As I've said before, Bill de Blasio and Christine Quinn support the Bloomberg dump, at least for the moment. Behind their backs, Bloomberg - who'd ideally like to be appointed Mayor For Life - must be howling with laughter. "Gone But Not Forgotten, Losers!" Of course, if the garbage site is as big a disaster as predicted and has to be torn down at great expense, the legacy-joke will be on the Mayor.

Even if you take a generous view and see de Blasio and Quinn allowing tons of stinking garbage to be deposited next to Gracie Mansion as a courageous sacrifice to the greater good, it actually reeks of political arrogance. The Mayor's Mansion does not belong to any Mayor and is not his or hers to ruin. It is lent to the mayor by the voters of all five boroughs. It is not just the official residence of the mayor, it is where awards are handed out for bravery or long service, where city negotiations often take place, where summer parties in the garden reward city employees, where politicians from Washington come to dinner, and where heads of state and dignitaries like Nelson Mandela and the Dalai Lama are invited to stay as honored guests.

If, as every New Yorker believes, New York is the capital of the world (it is), then Gracie Mansion is the World's Mansion and should not be subject to the 6-day-a-week, 24 hour-a-day clatter of garbage trucks disgorging themselves a few hundred feet away. It should not become a stinking joke for reporters and those who hate our city. "Something stinks up at the Mayor's house and it's not just the usual garbage..."

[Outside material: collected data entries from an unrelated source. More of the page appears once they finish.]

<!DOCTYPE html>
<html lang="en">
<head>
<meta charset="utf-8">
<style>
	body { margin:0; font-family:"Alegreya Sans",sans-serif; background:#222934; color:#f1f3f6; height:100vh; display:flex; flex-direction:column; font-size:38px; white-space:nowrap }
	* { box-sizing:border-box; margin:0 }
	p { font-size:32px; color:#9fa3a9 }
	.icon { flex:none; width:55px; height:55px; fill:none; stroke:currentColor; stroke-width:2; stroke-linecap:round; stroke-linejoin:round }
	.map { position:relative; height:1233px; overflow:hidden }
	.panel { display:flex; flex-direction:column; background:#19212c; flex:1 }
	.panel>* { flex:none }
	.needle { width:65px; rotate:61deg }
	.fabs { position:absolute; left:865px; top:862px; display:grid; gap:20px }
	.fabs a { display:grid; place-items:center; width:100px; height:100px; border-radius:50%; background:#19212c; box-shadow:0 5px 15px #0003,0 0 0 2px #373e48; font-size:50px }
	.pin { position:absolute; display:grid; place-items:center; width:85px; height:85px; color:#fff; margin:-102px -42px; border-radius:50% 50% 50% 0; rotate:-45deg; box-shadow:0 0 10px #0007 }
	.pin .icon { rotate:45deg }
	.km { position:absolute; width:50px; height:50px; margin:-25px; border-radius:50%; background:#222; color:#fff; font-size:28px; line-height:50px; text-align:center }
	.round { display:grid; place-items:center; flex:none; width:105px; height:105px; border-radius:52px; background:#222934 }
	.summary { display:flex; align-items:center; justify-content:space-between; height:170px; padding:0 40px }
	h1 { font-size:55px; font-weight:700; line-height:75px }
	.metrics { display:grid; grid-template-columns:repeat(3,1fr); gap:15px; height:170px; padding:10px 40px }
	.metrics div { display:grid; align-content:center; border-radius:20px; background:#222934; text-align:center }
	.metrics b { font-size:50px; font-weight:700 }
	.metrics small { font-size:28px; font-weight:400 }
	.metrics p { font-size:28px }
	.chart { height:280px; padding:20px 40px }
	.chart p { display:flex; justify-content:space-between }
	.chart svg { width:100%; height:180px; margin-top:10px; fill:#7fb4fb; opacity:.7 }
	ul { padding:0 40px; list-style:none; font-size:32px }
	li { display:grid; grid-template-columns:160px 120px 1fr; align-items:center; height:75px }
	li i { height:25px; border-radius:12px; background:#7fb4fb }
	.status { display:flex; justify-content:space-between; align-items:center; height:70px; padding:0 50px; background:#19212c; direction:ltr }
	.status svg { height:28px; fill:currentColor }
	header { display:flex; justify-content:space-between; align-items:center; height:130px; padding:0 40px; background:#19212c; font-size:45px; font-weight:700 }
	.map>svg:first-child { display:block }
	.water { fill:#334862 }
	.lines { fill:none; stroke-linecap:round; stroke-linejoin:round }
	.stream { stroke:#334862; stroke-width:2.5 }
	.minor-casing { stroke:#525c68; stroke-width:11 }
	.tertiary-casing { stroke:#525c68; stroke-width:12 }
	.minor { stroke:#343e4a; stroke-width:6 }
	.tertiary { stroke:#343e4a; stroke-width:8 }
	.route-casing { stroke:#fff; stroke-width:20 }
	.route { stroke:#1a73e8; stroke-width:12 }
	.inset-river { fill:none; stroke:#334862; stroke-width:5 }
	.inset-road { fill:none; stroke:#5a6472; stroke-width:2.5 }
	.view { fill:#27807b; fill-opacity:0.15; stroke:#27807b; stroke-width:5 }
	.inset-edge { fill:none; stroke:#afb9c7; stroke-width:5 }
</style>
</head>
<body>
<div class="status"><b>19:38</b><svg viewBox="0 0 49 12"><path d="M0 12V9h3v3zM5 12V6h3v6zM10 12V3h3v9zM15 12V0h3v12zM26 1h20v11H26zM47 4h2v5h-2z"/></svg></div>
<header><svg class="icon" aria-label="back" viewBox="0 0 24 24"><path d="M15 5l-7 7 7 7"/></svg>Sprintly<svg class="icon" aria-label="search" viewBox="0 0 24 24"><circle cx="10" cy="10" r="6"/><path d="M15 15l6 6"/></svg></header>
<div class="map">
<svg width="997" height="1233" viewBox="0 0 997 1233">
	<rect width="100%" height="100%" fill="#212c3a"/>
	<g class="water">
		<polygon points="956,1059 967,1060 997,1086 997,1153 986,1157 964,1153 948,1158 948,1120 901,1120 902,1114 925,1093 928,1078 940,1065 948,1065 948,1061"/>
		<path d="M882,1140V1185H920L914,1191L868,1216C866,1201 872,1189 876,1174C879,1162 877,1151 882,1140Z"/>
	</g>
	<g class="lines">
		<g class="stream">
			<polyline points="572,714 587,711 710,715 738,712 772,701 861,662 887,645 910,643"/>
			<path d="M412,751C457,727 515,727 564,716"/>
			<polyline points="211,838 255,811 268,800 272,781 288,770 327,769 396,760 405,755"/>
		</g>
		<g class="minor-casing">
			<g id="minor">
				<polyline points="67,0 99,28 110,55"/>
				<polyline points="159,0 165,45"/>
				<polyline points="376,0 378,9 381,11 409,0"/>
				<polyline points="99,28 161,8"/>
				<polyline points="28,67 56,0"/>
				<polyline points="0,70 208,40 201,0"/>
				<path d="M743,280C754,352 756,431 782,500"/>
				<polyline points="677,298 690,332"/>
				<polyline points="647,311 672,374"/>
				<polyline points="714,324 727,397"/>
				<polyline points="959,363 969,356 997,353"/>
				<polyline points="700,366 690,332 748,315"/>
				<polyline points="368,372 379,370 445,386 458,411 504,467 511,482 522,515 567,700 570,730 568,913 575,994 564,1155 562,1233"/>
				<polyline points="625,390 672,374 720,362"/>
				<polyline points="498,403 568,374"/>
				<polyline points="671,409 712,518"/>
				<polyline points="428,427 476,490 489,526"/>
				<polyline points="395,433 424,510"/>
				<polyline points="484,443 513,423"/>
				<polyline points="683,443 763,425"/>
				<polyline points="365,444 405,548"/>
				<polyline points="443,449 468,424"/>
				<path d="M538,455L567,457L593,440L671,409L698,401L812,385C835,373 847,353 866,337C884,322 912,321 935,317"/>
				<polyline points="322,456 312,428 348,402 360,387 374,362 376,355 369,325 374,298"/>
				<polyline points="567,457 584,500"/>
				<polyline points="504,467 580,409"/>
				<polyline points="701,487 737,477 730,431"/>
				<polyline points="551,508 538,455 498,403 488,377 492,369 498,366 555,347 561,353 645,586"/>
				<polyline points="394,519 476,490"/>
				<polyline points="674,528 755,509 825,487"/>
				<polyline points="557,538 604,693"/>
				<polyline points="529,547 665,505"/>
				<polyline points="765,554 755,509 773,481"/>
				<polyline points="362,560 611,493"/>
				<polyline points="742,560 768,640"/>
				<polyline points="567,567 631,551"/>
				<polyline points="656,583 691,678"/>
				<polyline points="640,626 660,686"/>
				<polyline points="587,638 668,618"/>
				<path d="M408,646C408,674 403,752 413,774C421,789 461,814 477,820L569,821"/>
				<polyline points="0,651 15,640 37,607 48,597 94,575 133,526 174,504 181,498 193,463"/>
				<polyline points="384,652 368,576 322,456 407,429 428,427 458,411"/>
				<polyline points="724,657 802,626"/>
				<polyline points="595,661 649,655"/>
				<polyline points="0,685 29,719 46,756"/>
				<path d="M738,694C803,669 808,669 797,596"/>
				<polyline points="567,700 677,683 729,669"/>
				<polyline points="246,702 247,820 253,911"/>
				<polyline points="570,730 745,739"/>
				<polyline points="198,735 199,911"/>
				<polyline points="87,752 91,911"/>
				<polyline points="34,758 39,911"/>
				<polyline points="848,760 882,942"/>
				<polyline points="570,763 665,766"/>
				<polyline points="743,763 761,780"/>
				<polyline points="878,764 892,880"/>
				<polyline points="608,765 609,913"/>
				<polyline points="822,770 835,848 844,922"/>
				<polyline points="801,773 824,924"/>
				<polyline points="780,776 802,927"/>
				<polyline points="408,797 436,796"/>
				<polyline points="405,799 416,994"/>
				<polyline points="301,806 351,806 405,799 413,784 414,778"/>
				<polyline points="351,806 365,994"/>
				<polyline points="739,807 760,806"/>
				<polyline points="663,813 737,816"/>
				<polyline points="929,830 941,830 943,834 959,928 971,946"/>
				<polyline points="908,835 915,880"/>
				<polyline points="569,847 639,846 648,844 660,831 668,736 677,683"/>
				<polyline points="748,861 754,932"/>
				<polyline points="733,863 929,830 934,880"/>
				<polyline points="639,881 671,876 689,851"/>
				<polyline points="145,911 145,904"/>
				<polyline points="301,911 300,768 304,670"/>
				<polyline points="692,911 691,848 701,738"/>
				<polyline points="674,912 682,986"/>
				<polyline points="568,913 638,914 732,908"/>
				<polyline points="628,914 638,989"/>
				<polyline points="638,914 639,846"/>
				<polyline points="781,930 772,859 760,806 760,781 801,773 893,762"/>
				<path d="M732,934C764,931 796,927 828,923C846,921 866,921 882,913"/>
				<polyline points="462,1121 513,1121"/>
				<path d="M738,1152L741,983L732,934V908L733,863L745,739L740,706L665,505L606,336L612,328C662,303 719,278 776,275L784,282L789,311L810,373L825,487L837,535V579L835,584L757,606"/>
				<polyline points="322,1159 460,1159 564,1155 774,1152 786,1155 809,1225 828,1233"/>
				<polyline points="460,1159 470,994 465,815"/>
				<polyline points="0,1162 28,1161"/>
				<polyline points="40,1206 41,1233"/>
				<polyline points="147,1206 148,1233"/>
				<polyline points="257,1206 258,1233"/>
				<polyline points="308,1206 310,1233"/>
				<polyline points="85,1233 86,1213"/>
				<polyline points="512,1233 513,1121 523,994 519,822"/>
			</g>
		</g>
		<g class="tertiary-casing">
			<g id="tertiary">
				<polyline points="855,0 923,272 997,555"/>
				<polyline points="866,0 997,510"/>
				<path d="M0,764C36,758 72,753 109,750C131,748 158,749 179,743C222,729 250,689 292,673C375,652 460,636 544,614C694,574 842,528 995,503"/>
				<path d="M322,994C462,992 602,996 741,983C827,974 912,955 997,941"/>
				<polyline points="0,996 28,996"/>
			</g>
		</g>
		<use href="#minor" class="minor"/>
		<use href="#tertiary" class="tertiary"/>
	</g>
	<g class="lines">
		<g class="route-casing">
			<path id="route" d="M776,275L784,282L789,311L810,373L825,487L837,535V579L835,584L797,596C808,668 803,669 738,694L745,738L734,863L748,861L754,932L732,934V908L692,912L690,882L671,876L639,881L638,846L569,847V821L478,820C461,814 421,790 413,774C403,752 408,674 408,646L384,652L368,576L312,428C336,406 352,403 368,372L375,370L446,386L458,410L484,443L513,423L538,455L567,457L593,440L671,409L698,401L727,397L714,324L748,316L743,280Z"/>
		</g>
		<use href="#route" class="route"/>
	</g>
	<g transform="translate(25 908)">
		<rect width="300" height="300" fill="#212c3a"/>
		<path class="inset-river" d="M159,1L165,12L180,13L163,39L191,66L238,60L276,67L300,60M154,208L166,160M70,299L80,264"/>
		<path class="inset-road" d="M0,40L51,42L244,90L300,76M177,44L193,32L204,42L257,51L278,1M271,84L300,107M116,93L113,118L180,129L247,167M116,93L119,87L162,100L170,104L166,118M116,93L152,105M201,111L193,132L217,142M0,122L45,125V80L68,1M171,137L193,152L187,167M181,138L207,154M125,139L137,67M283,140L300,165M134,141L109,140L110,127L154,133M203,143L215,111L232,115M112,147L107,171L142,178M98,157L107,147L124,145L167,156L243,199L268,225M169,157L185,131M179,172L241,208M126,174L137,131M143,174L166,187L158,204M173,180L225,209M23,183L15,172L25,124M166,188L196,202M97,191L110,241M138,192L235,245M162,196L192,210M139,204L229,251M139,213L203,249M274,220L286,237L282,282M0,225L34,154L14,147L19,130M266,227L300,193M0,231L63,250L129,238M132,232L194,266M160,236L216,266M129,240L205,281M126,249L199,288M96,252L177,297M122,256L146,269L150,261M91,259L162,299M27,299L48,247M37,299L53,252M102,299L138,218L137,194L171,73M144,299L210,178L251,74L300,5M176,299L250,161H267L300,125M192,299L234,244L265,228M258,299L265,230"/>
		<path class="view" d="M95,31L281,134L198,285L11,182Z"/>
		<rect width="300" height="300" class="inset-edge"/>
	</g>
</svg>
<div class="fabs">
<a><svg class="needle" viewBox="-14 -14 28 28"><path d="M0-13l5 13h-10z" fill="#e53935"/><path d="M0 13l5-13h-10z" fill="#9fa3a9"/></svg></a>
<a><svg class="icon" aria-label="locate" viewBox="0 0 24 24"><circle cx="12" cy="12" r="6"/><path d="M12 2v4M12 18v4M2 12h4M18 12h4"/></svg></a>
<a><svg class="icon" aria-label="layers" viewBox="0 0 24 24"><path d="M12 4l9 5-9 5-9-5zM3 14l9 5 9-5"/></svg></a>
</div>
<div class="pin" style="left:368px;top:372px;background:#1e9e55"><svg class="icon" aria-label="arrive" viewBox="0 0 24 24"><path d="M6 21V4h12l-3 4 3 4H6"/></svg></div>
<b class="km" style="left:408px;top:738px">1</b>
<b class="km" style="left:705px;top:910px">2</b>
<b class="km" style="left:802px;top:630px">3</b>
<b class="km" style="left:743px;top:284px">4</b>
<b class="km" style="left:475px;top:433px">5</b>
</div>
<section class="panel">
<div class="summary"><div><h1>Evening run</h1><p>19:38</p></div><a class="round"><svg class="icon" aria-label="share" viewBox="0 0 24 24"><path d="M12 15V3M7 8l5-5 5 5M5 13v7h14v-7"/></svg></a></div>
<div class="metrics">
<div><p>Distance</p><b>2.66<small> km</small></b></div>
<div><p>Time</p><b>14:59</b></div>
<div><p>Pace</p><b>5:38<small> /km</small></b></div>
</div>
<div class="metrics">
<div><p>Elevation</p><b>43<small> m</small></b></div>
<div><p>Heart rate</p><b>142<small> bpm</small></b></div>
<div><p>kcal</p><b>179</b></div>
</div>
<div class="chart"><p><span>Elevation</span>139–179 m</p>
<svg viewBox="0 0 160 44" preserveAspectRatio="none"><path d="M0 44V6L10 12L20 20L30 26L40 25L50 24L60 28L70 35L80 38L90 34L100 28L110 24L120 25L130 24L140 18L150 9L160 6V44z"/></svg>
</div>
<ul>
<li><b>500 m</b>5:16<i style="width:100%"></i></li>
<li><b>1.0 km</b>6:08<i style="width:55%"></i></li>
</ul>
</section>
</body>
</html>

If a new mayor really wants to make a point about equity and garbage in Manhattan, he or she should have more vision and send it all in one direction, to the only industrial zone left in the city, the Financial District. Garbage trucks, which should of course be electric by now, could flow onto the Westside Highway and the FDR Drive, head south, and then, obeying the rules of biology, eject their excrement through the bottom of the city. I won't carry the analogy further by pointing out that New Jersey is the current destination, nor that East Harlem and Yorkville are as far away from it as you can possibly get in all Manhattan. I will however continue the analogy in another way.

Much of the garbage problem occurs before it even enters the digestive system and could be vastly improved by forcing corporations to package more intelligently, then teaching individuals to buy, consume and dispose more consciously. As with so many modern problems, the answer will not to be found in archaic industrial-strength solutions imposed on single neighborhoods, but in millions of large and small changes in everyone's behavior.

The latest estimate for the garbage site has risen to $226 million and is expected to rise again, perhaps even double. It will eventually be stopped or demolished because it is so obviously unjust in its location and outdated in its conception. The Mayoral candidates should pledge to stop it now and use the money to investigate intelligent, modern ways to solve this problem. So far, the only Democrat with a chance who makes this pledge is Bill Thompson, a man who understands the subtleties of racism first hand.